Stored items:
☆ ☆ ☆
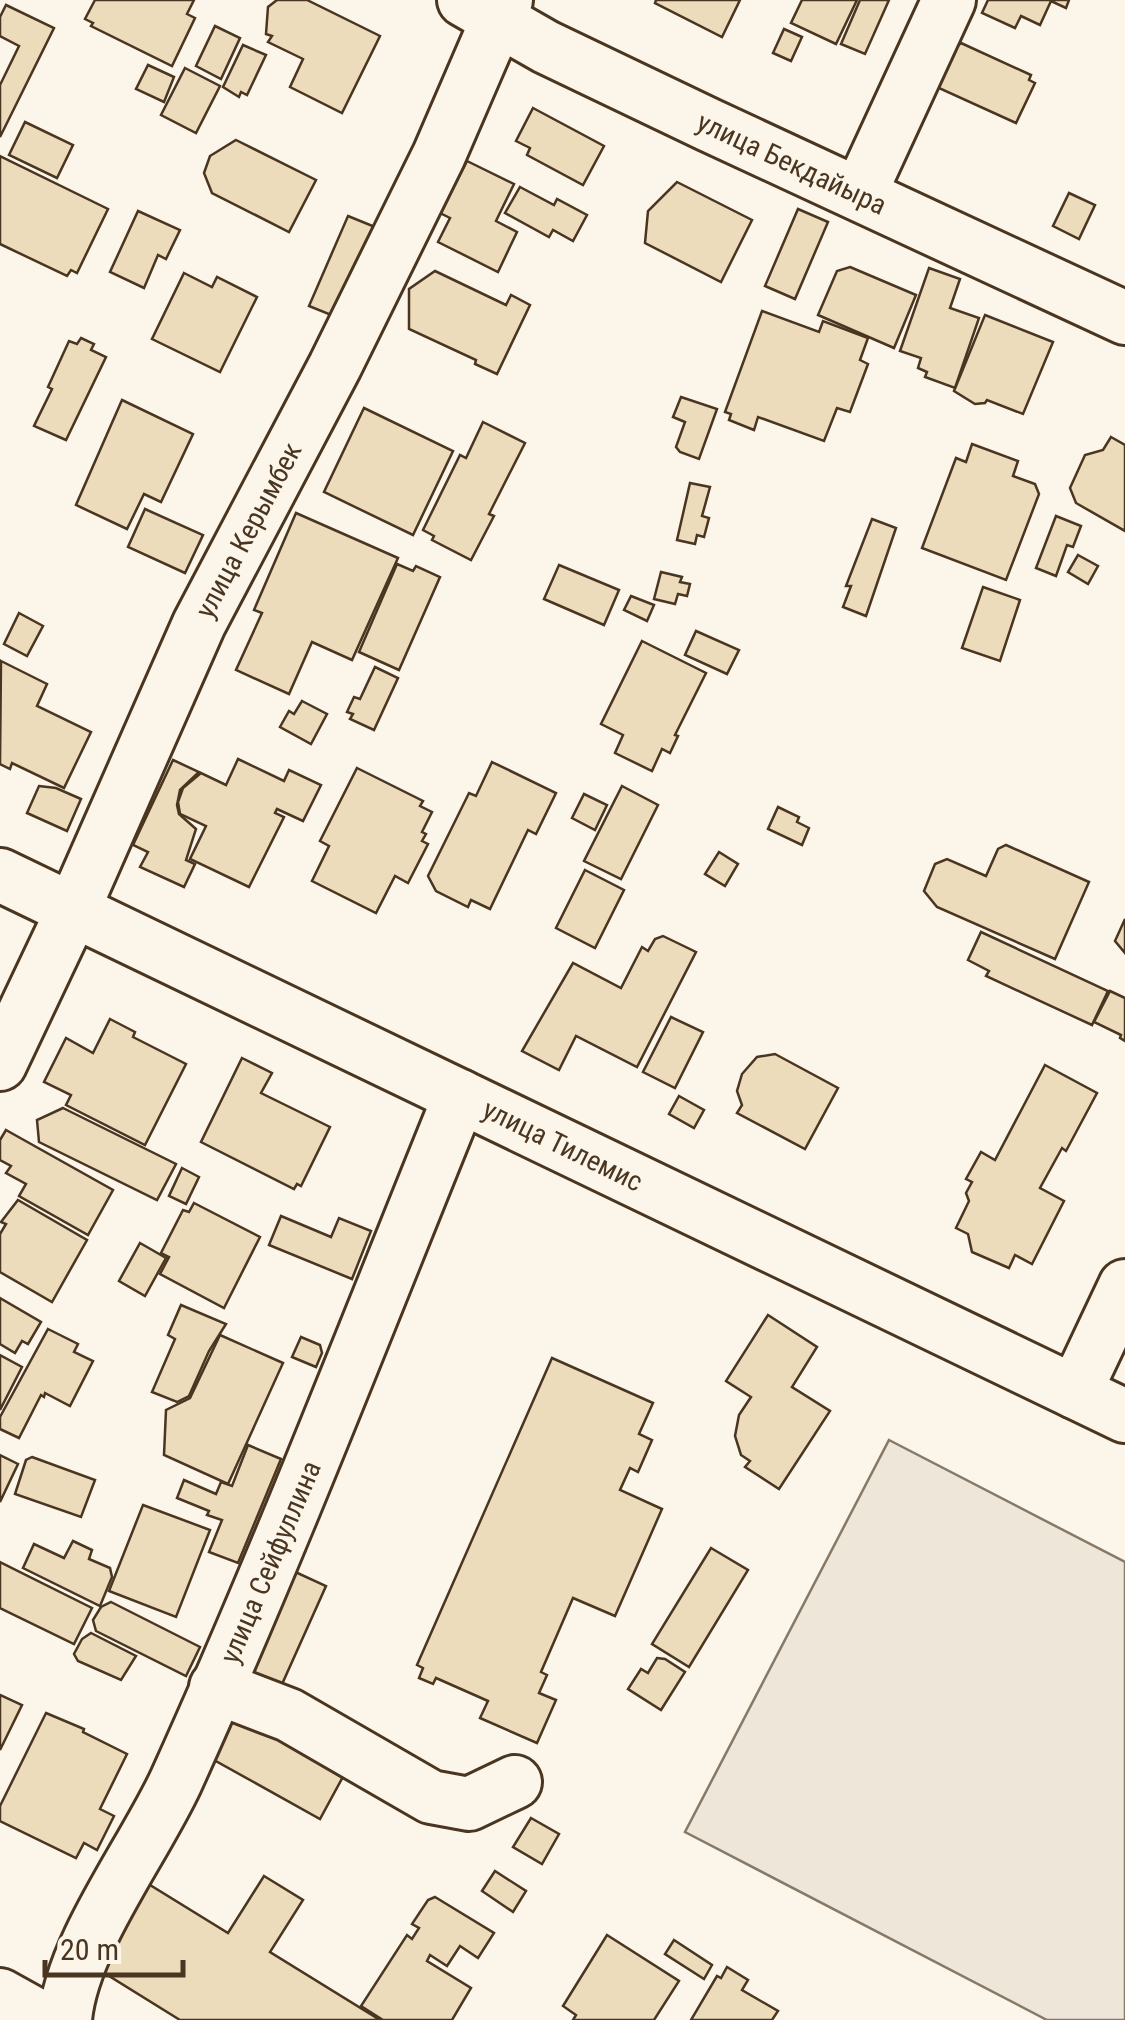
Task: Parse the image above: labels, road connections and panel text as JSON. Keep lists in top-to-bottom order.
{
  "streets": {
    "street": [
      "улица Бекдайыра",
      "улица Керымбек",
      "улица Тилемис",
      "улица Сейфуллина"
    ]
  },
  "crossings": [
    ["улица Бекдайыра", "улица Керымбек"],
    ["улица Керымбек", "улица Тилемис"],
    ["улица Тилемис", "улица Сейфуллина"]
  ],
  "scale_bar": "20 m"
}
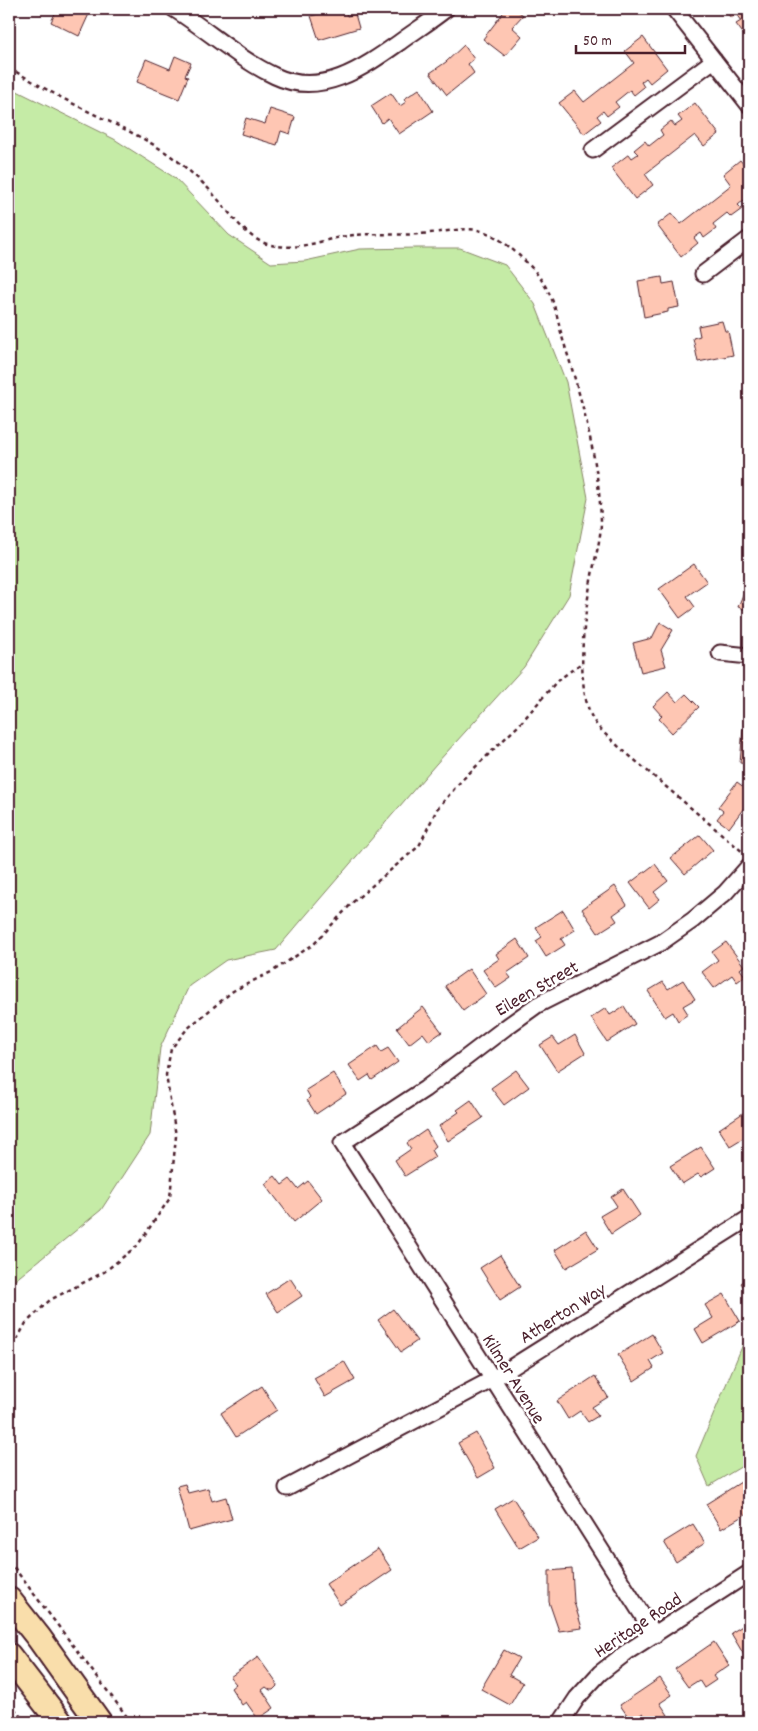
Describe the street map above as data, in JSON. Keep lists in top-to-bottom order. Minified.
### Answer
{"streets":{"street":["Eileen Street","Atherton Way","Kilmer Avenue","Heritage Road"]},"crossings":[["Eileen Street","Kilmer Avenue"],["Atherton Way","Kilmer Avenue"],["Kilmer Avenue","Heritage Road"]],"scale_bar":"50 m"}
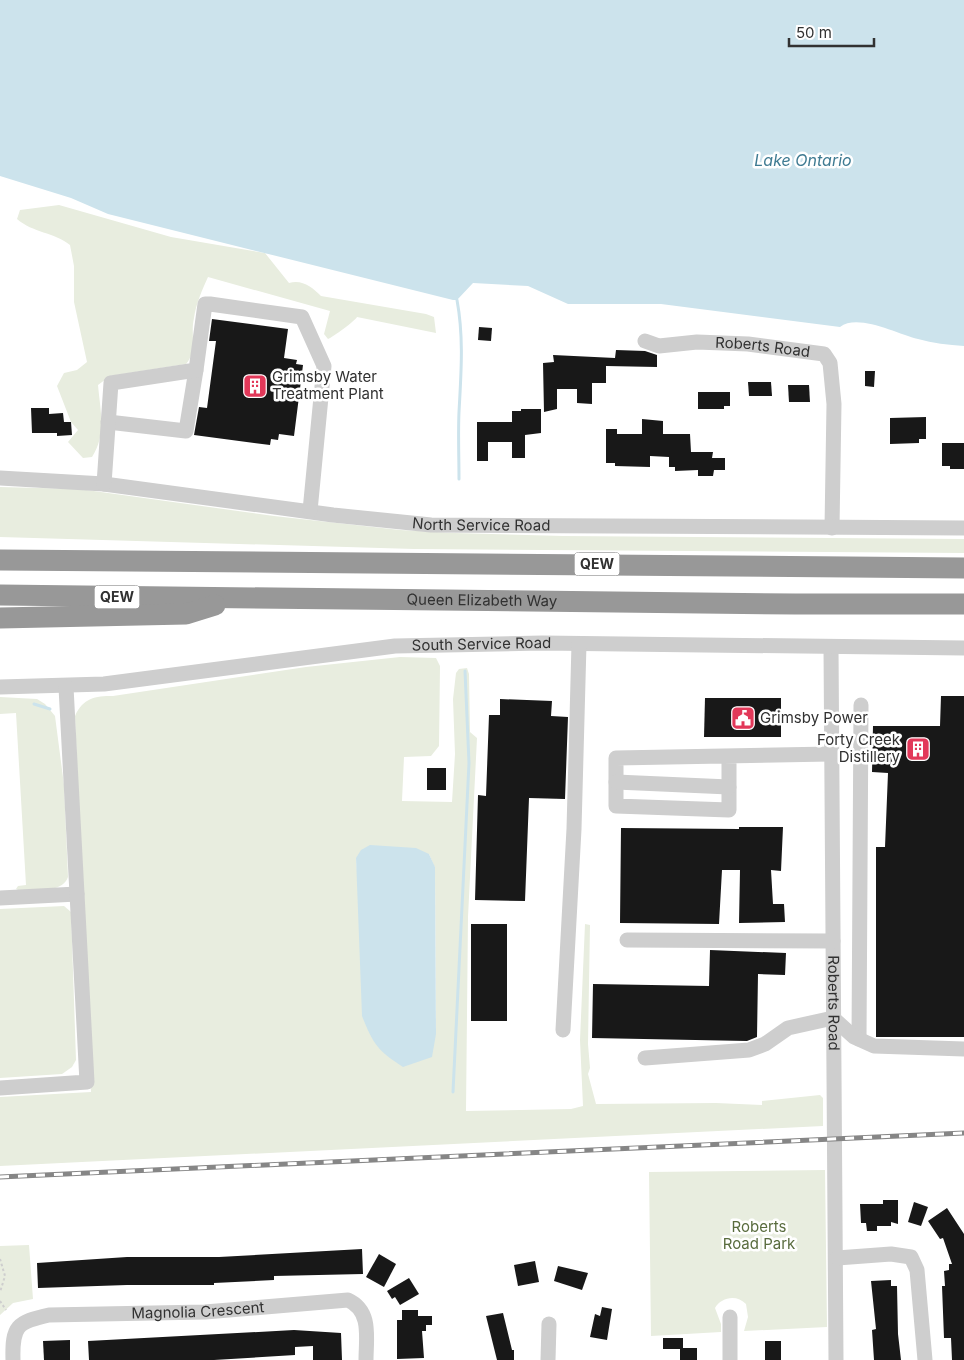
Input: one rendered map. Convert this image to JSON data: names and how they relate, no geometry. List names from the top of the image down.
{
  "streets": {
    "highway": ["QEW", "Queen Elizabeth Way"],
    "street": [
      "Roberts Road",
      "North Service Road",
      "South Service Road",
      "Magnolia Crescent"
    ]
  },
  "crossings": [
    ["Roberts Road", "North Service Road"],
    ["Roberts Road", "South Service Road"]
  ],
  "water": ["Lake Ontario"],
  "parks": ["Roberts Road Park"],
  "places": {
    "building": ["Grimsby Water Treatment Plant", "Forty Creek Distillery"],
    "public building": ["Grimsby Power"]
  },
  "scale_bar": "50 m"
}
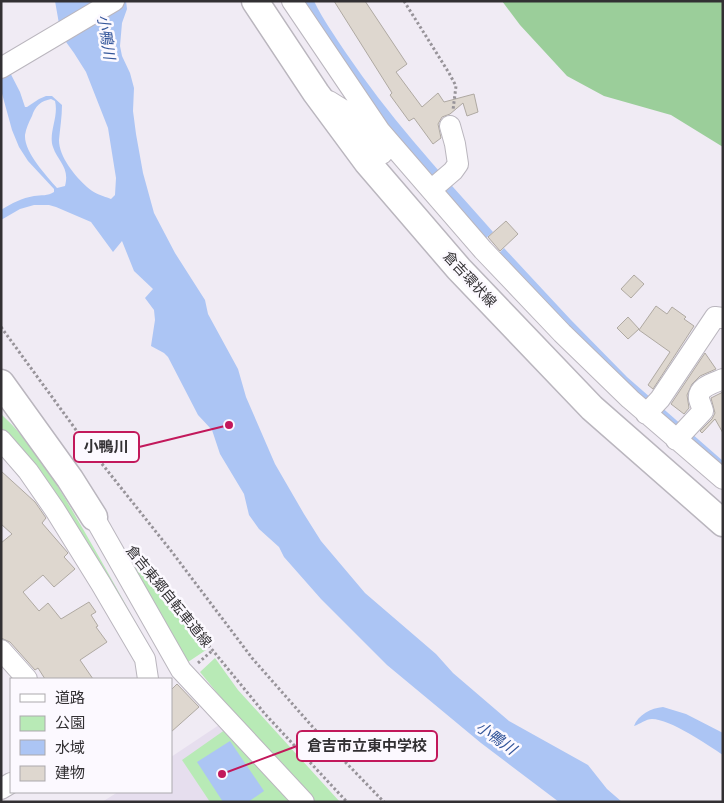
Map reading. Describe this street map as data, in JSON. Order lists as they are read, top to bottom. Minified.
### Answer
{"streets":{"main road":["倉吉環状線"],"path":["倉吉東郷自転車道線"]},"water":["小鴨川"],"places":["小鴨川","倉吉市立東中学校"],"legend":["道路","公園","水域","建物"]}
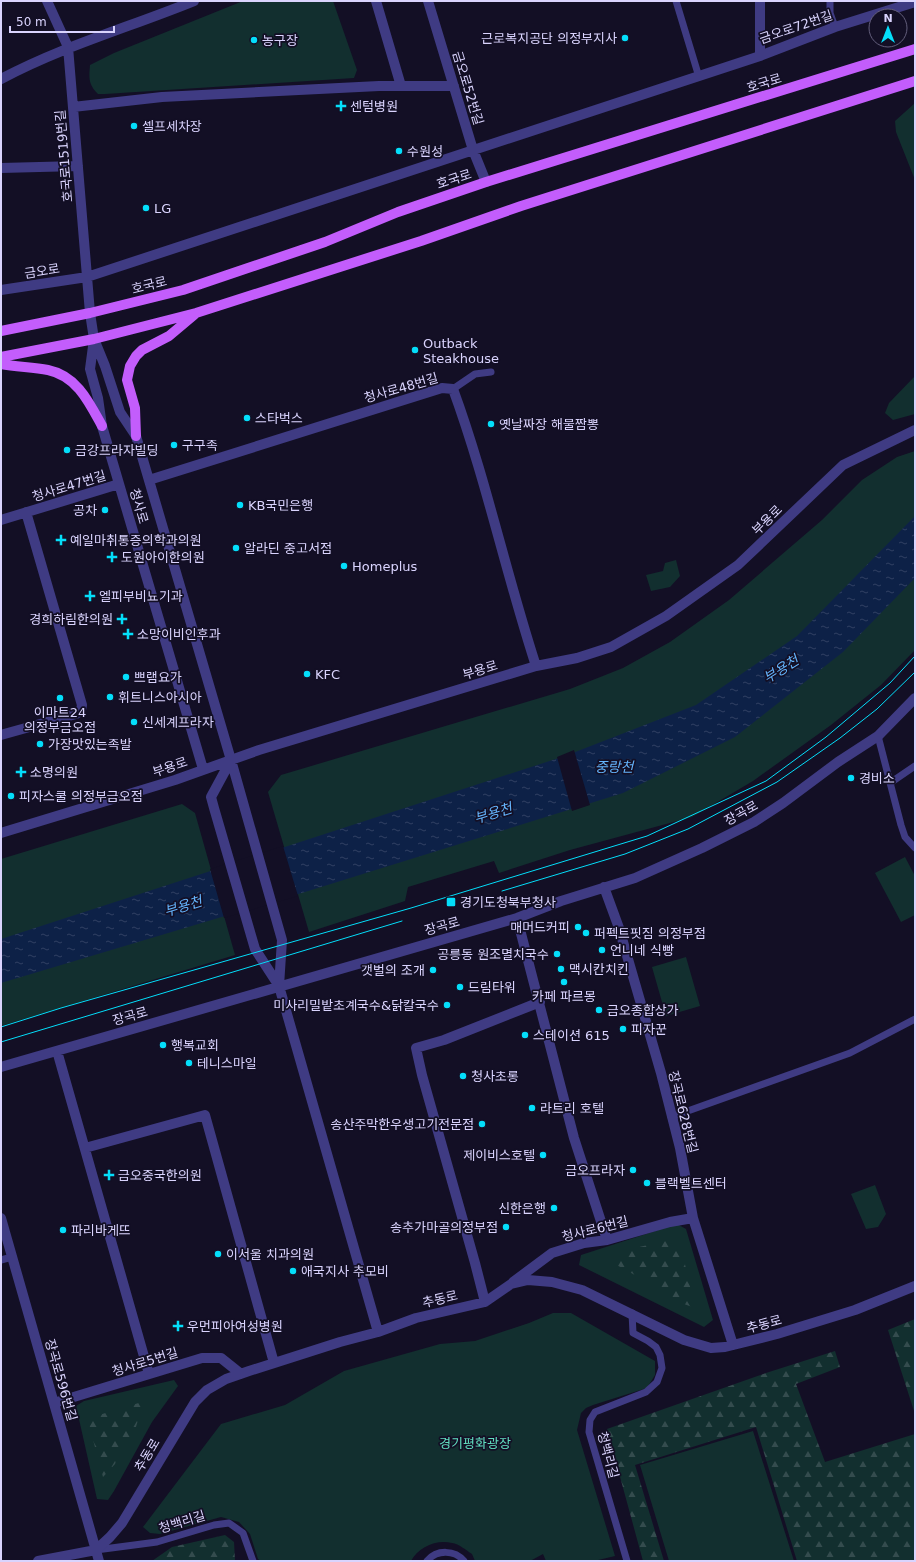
☆ ☆ ☆
Problem statement:
Once you have counted the lines of the records holding the string "Describe", state that number with no other words.

Reply to the task:
2